- _Exercise objective_
In the entries below, filter for the word "Vista" and copy every matching line.
======== Extracted entries
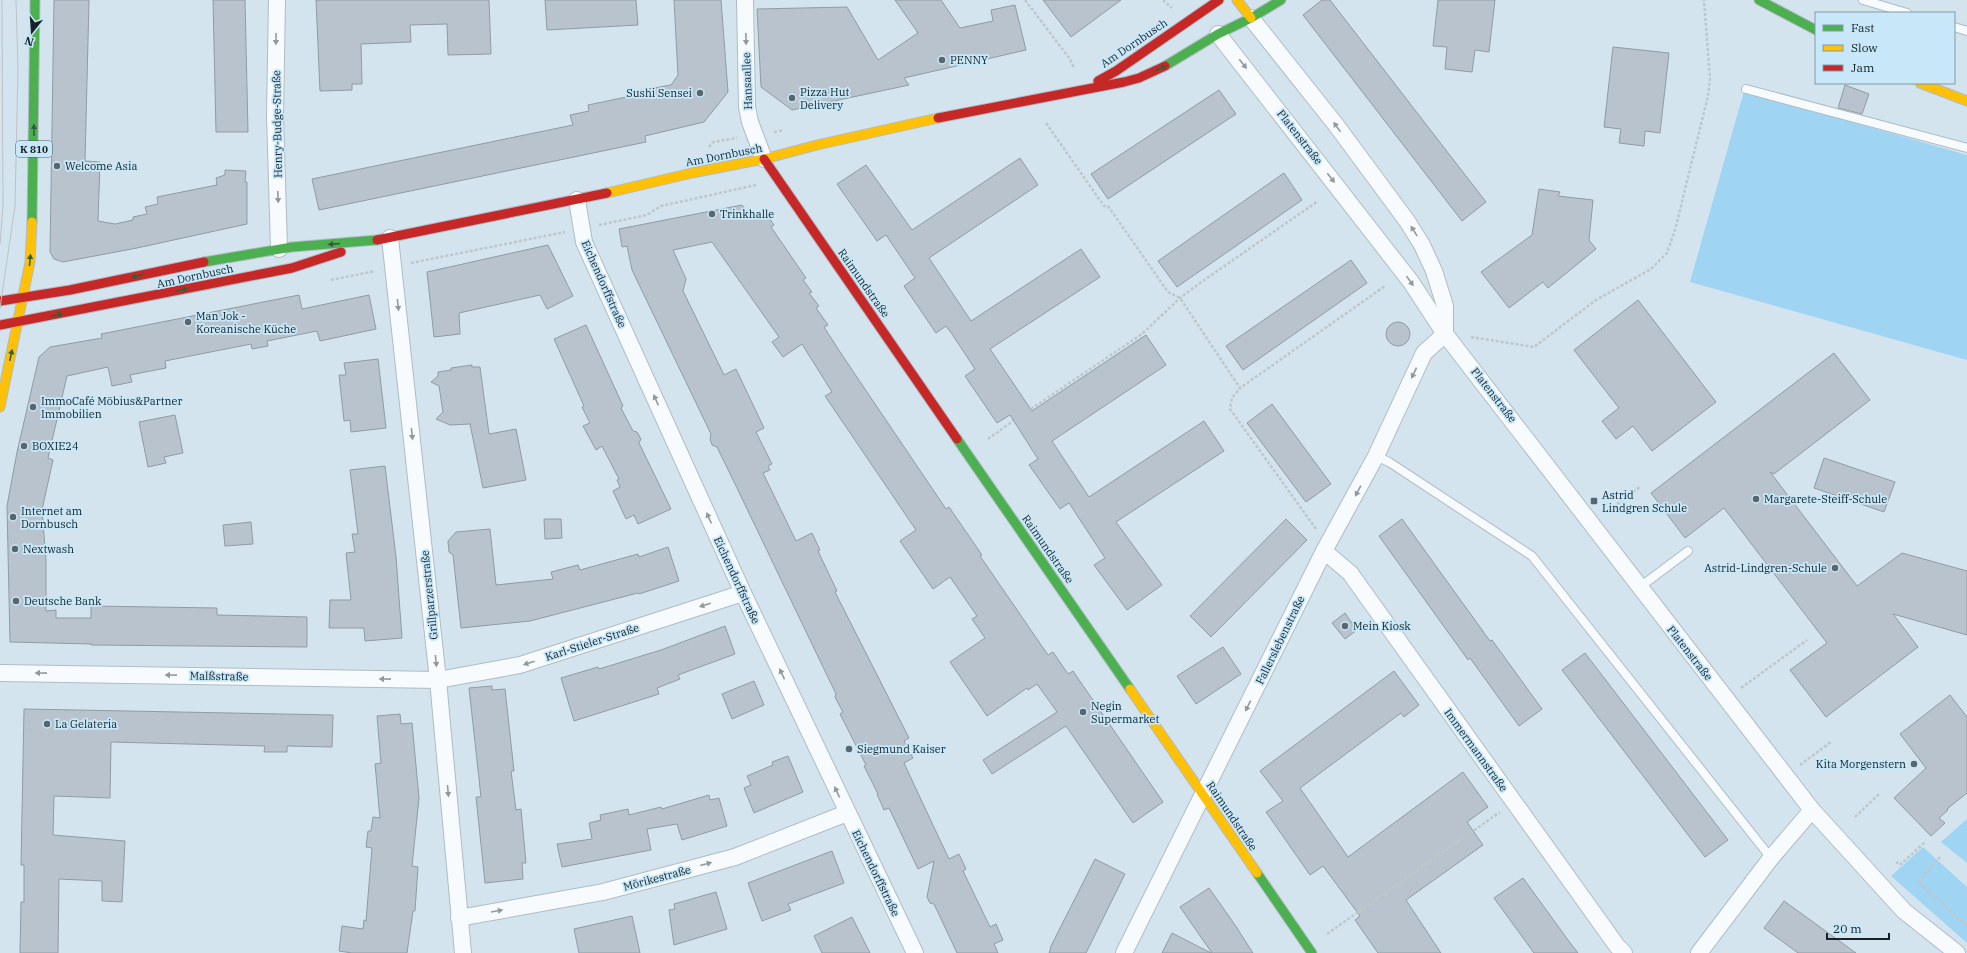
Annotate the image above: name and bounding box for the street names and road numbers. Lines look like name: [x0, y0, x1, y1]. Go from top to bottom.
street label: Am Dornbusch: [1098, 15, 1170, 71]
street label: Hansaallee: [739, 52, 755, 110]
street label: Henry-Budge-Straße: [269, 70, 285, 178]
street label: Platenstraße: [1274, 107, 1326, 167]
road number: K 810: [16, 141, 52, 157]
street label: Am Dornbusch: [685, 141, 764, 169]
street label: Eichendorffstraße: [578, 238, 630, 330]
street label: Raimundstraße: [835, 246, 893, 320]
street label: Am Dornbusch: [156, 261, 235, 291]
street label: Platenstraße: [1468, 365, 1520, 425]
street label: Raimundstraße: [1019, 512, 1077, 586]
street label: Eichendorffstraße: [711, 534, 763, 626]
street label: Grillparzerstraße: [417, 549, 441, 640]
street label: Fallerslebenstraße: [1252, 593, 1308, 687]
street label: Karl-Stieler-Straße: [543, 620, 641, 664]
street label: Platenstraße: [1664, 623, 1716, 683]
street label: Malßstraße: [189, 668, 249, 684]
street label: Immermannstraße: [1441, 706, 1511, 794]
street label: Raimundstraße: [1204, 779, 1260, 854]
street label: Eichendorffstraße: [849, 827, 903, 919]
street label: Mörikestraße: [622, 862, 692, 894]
================
======== Extracted entries
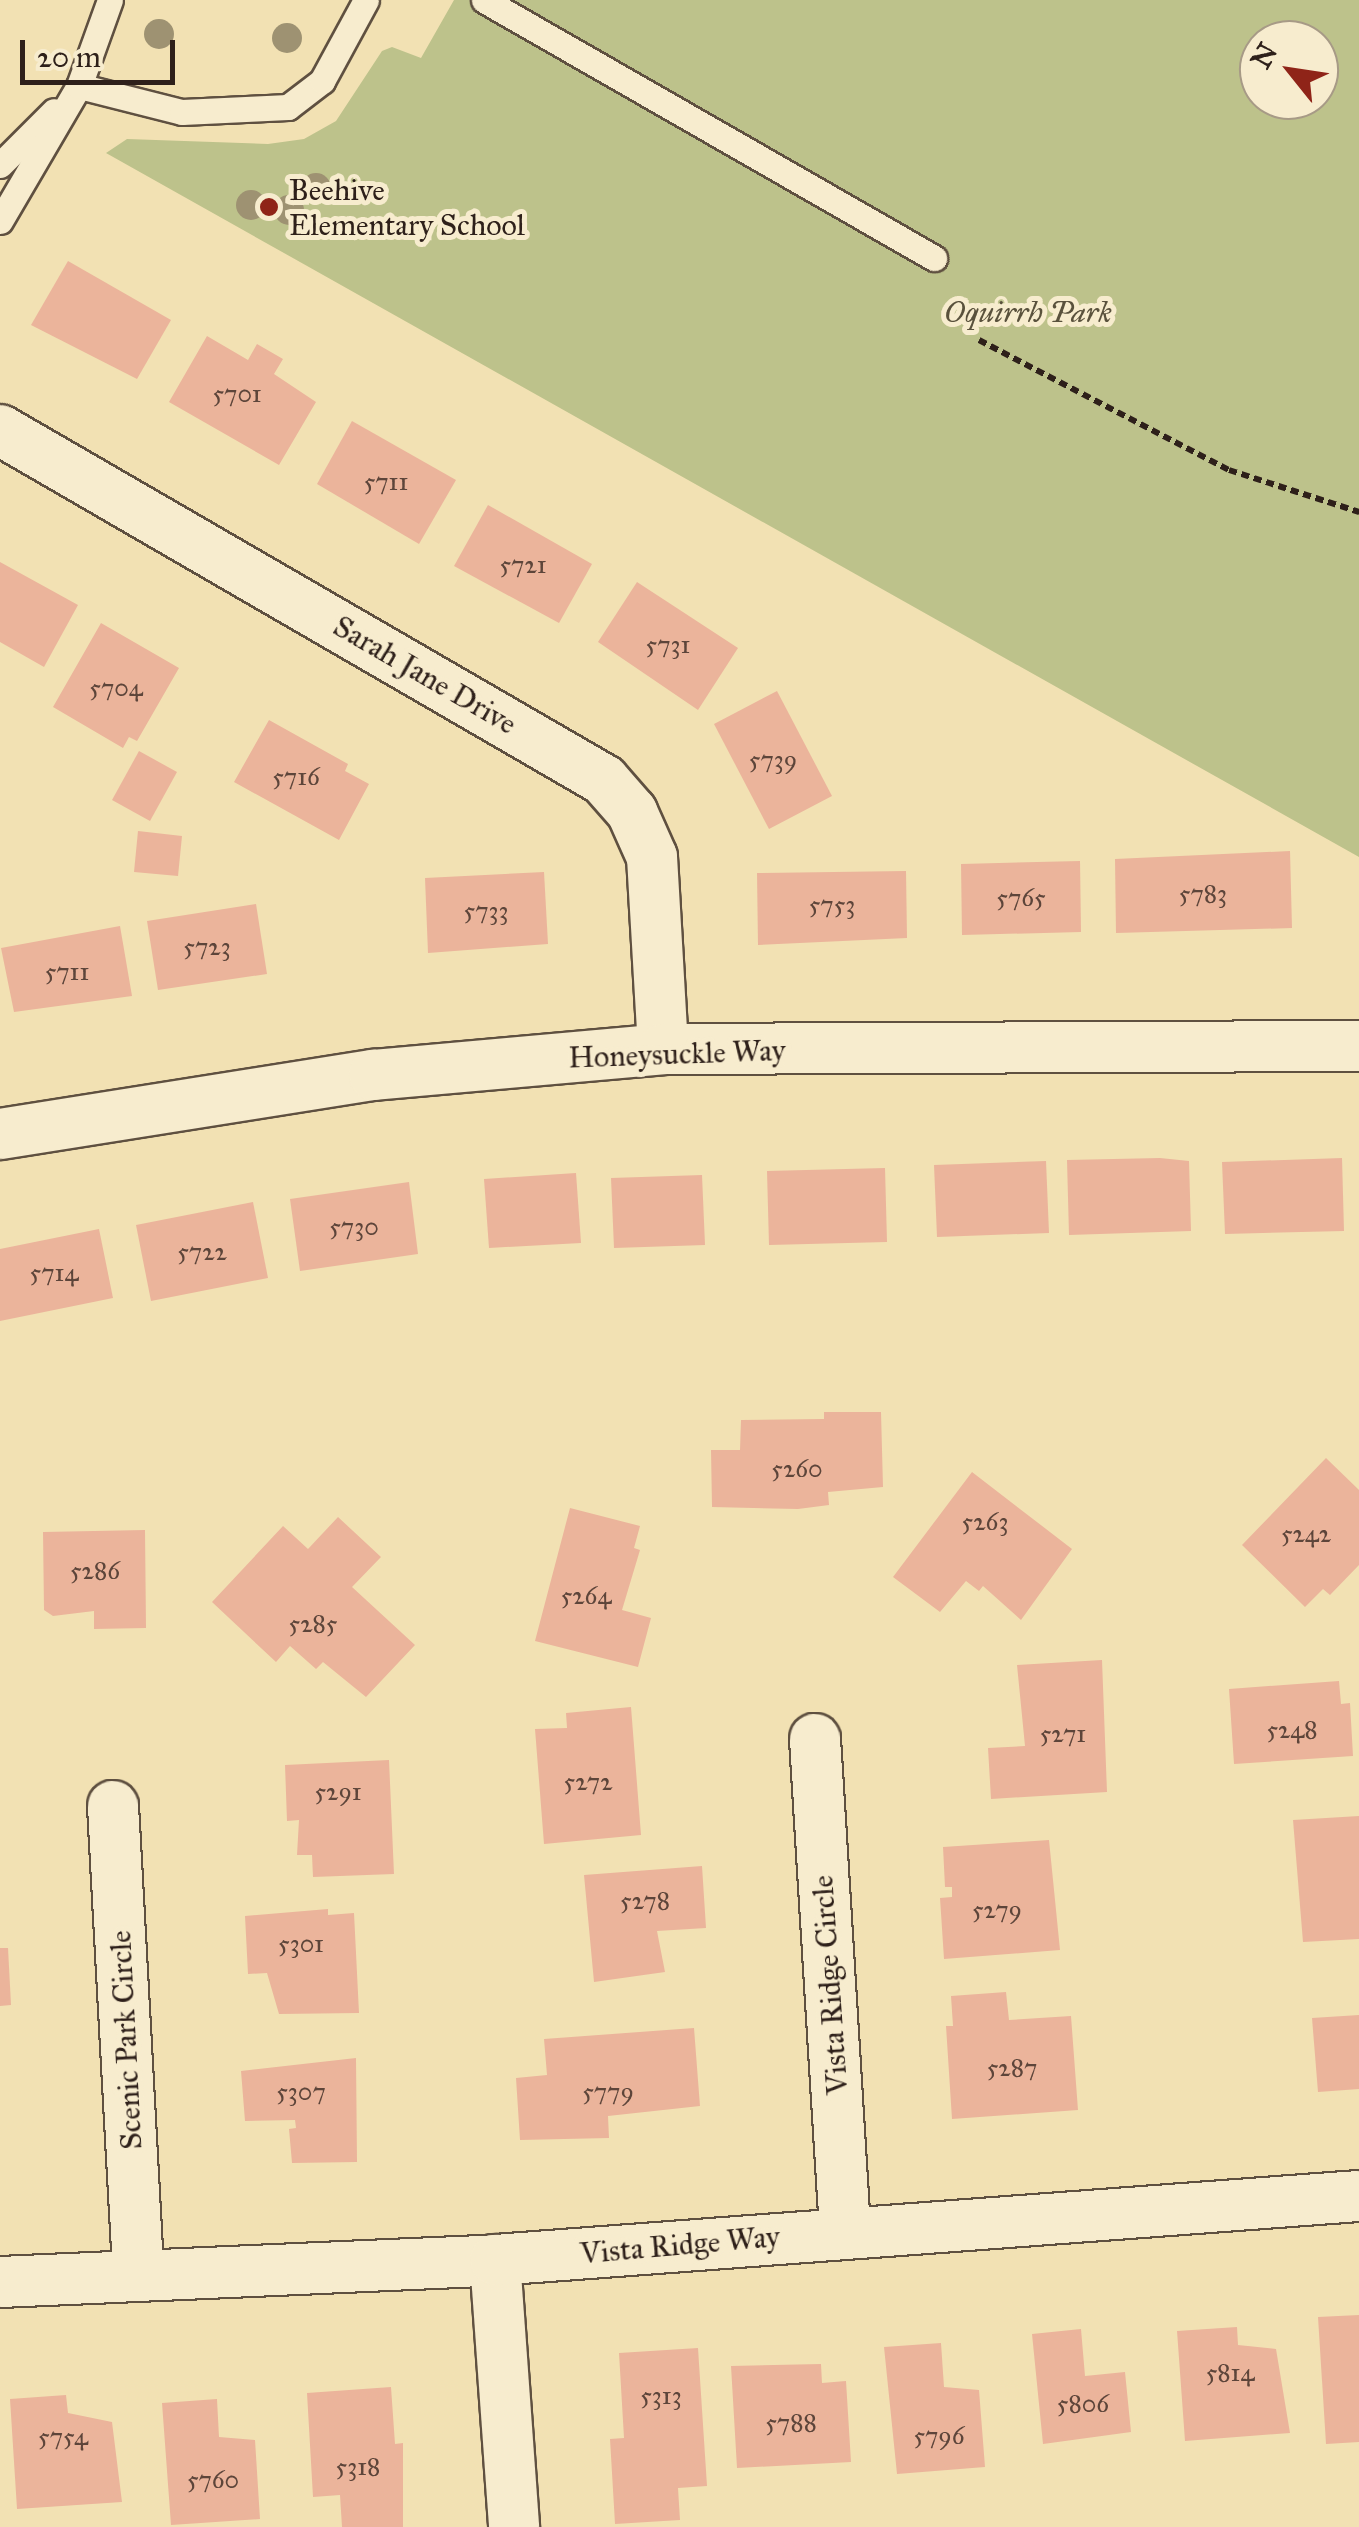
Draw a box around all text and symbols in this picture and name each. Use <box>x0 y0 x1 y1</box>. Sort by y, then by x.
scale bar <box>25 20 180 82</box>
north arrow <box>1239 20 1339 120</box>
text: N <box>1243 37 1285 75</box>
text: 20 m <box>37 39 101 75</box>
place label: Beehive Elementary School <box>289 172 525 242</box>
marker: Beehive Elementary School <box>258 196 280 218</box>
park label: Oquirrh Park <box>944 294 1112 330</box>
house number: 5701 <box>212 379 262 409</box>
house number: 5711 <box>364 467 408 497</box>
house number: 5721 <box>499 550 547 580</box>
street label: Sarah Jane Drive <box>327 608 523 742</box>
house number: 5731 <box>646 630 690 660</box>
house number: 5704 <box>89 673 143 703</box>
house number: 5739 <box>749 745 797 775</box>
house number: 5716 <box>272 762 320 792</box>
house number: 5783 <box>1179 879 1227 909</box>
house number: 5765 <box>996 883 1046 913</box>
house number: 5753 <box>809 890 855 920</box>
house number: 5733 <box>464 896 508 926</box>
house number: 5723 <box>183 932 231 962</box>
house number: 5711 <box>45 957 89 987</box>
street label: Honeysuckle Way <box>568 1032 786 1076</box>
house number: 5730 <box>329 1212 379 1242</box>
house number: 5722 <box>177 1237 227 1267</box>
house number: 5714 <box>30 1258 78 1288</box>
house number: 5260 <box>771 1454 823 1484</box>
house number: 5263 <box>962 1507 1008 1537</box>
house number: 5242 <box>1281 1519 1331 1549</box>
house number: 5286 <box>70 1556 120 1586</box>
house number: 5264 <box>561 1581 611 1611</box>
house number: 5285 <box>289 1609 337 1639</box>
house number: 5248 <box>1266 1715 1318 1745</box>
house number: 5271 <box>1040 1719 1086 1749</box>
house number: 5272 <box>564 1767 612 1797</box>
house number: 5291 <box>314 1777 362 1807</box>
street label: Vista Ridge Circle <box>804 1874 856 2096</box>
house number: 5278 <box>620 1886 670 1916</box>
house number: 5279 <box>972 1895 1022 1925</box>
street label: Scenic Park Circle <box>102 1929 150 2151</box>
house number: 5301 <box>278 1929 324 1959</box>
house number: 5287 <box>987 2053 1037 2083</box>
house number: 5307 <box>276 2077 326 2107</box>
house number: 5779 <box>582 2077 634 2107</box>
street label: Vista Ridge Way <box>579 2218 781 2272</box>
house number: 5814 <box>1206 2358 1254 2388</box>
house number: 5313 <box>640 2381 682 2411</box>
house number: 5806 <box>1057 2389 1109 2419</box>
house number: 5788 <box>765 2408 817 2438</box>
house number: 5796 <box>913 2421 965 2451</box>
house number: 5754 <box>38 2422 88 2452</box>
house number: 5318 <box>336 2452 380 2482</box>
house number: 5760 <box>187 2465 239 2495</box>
================
- _Final answer_
street label: Vista Ridge Circle <box>804 1874 856 2096</box>
street label: Vista Ridge Way <box>579 2218 781 2272</box>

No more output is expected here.